=== REQUIREMENT ===
Scan the material below for lines with the word "canvas" and report how many there are, with nothing added.

=== SUPPLIED DATA ===
____

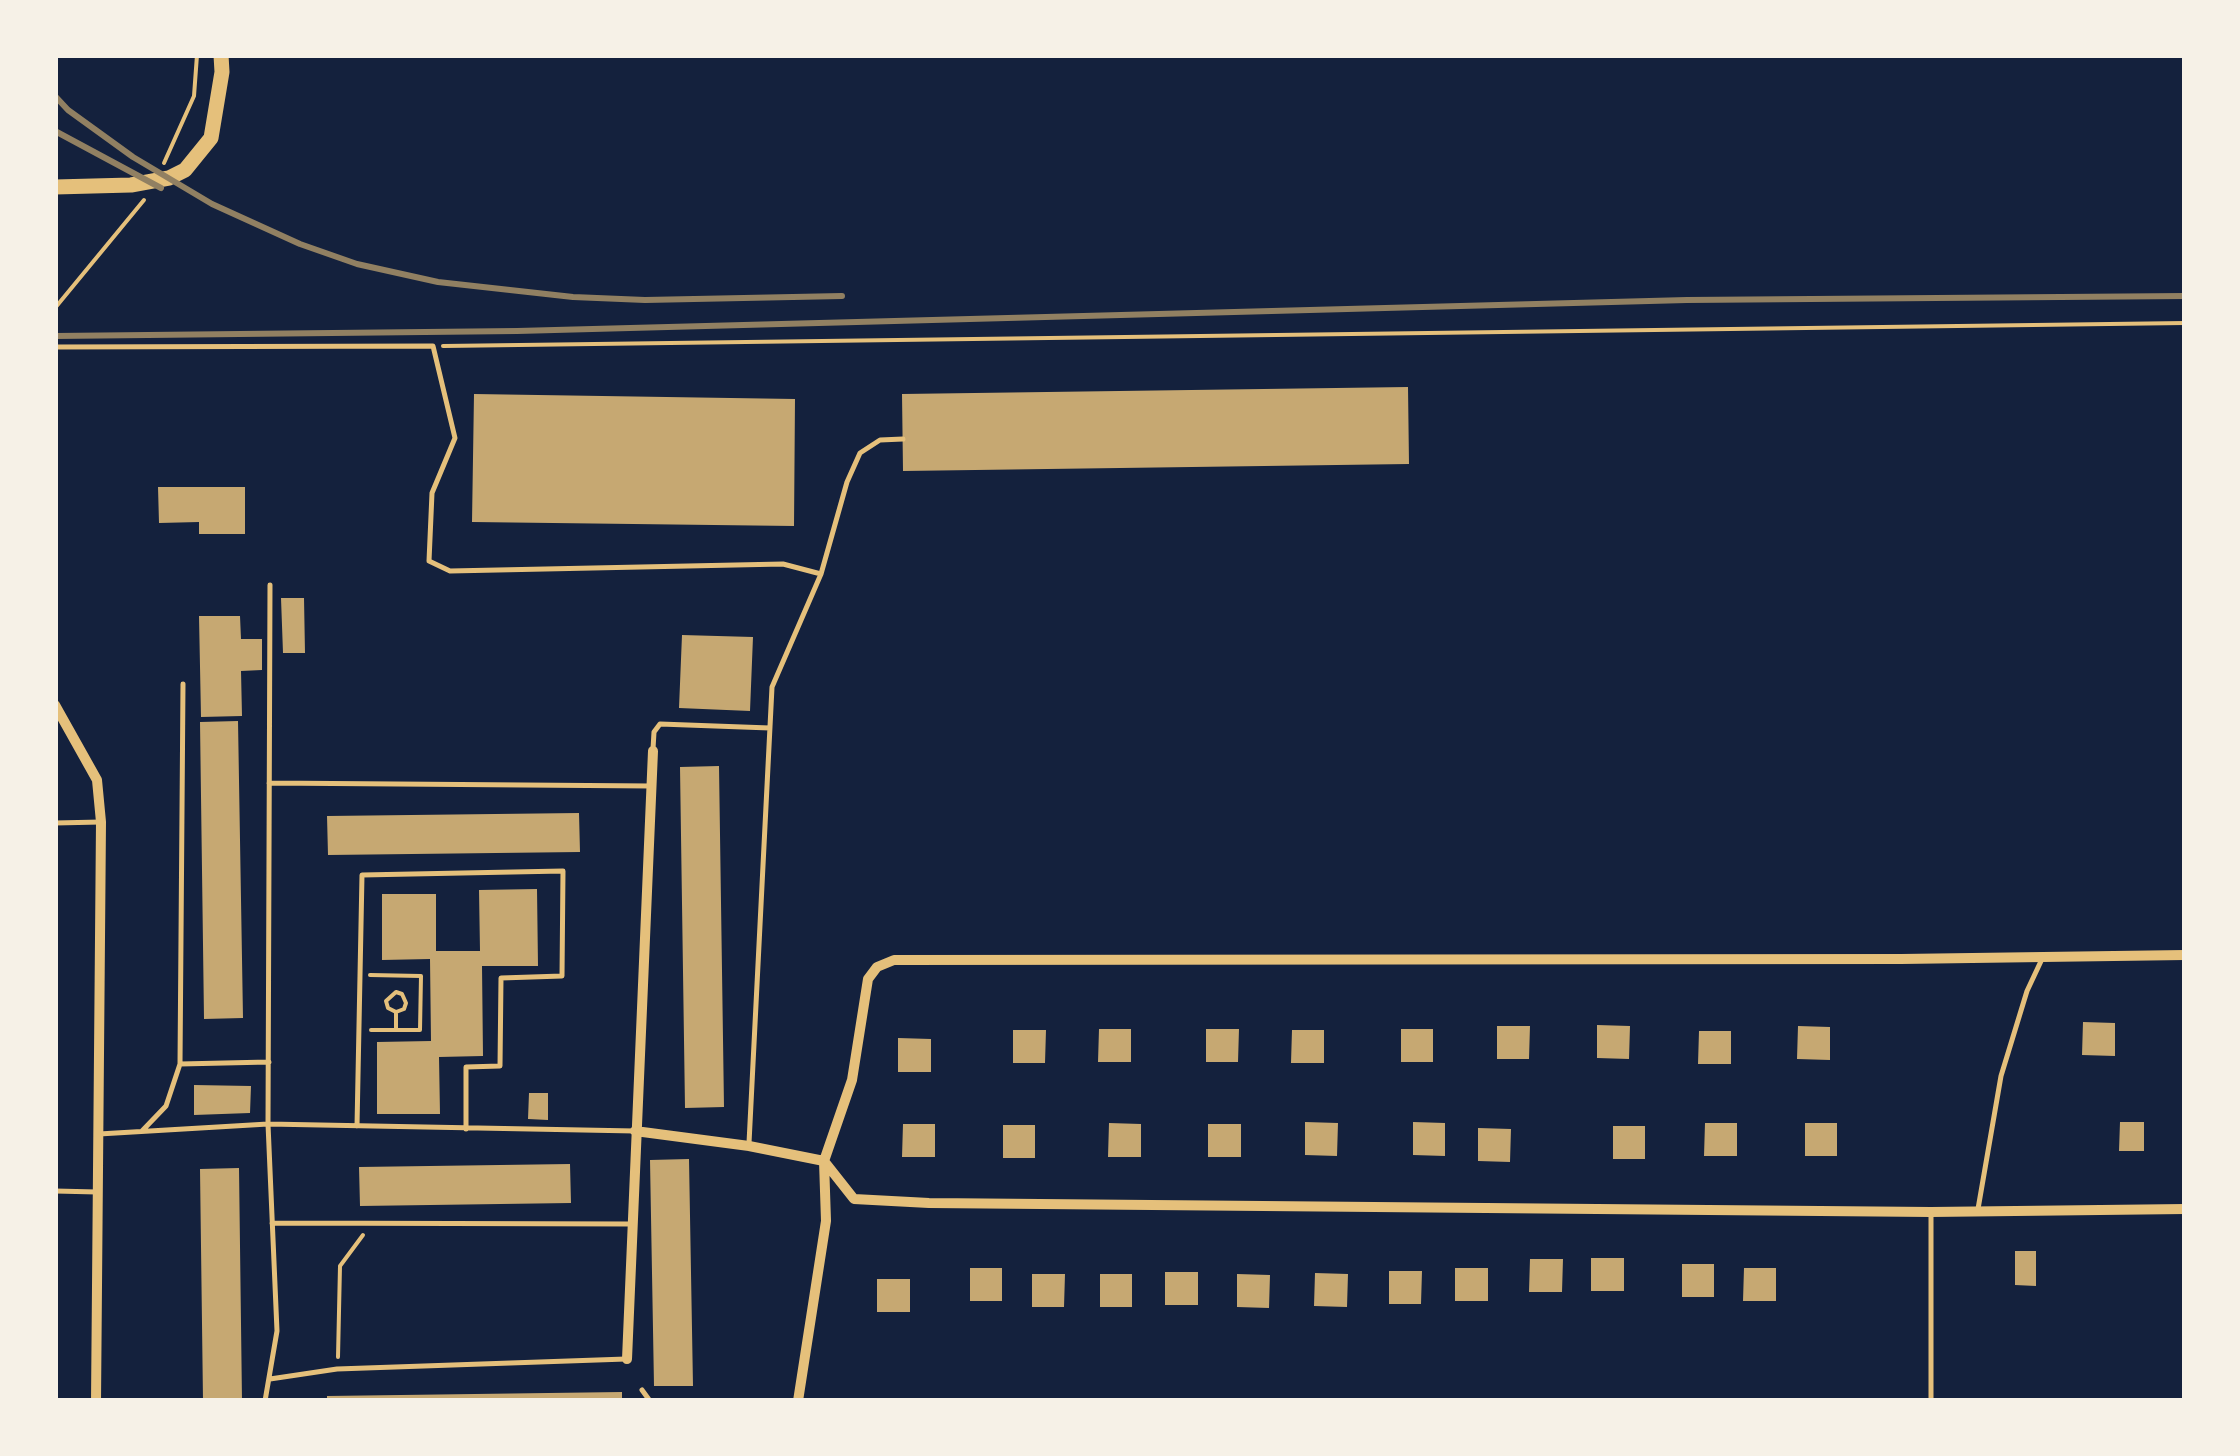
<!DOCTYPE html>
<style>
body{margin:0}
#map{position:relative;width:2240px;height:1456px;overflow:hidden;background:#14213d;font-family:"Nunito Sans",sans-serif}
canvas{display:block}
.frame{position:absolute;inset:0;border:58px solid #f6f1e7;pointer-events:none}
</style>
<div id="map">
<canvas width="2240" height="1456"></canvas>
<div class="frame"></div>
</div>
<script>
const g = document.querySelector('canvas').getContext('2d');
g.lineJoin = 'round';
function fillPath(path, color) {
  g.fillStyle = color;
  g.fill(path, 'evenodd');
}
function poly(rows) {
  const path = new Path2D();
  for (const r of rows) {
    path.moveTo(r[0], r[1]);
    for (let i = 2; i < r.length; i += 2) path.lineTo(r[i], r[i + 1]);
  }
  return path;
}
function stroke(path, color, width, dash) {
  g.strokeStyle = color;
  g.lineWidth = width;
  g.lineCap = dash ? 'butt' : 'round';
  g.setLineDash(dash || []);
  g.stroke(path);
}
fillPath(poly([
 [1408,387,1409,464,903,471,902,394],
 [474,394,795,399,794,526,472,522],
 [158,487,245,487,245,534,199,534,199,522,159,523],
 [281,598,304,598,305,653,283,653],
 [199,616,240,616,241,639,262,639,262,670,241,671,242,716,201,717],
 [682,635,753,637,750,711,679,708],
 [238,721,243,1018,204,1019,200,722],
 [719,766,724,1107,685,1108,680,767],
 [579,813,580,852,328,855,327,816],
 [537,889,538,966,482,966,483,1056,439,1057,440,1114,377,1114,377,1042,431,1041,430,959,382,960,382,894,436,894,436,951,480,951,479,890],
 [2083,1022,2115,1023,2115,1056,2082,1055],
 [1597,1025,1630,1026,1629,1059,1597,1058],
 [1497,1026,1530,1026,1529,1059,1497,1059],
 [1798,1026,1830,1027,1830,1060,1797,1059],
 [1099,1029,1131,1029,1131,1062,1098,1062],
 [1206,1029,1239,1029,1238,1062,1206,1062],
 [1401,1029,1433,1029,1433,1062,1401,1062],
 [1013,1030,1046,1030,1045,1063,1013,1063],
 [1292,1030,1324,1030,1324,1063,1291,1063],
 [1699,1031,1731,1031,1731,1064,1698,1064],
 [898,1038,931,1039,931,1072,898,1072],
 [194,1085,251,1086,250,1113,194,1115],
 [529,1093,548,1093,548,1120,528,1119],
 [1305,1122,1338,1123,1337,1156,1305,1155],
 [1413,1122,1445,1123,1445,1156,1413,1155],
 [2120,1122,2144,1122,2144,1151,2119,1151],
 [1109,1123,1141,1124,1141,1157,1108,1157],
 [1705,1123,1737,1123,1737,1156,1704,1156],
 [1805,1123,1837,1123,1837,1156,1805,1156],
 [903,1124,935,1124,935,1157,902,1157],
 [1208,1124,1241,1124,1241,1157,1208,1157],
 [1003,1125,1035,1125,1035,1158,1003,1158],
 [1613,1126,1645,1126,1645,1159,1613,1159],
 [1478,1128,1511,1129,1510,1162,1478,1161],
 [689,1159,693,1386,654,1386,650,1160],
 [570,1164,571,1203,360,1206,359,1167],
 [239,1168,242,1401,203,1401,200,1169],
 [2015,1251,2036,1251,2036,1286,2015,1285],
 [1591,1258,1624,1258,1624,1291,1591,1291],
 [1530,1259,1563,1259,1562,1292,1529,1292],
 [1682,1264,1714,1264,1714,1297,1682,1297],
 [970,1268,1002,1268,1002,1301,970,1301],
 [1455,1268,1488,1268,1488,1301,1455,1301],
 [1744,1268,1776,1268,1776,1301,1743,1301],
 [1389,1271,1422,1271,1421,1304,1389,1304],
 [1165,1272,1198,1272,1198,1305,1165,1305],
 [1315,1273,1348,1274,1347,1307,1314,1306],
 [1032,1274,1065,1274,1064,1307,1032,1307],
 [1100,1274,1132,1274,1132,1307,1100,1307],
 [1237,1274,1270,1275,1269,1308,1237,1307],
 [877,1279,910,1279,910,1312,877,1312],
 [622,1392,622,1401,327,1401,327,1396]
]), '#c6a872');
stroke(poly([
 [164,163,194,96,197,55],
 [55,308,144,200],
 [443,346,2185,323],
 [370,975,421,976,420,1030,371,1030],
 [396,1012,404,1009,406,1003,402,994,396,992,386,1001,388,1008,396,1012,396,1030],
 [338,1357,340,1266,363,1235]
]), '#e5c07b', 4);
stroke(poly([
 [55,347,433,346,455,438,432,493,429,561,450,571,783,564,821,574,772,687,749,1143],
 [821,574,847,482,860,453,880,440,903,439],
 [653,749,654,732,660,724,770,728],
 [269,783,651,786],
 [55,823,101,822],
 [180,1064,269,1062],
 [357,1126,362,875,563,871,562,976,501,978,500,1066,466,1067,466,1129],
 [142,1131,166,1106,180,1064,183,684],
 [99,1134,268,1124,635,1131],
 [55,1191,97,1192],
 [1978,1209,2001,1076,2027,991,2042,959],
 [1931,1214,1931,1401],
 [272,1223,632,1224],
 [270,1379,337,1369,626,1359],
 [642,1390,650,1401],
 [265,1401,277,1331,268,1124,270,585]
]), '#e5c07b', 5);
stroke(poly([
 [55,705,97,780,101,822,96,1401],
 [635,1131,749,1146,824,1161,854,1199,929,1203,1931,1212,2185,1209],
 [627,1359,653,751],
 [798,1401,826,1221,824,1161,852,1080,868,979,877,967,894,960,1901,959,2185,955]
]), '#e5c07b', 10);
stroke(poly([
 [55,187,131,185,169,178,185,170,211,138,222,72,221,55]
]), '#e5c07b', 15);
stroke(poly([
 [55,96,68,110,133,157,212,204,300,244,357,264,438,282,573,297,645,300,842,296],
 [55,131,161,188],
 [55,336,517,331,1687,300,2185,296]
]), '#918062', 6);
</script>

____

=== SOLUTION TO THIS EXERCISE ===
3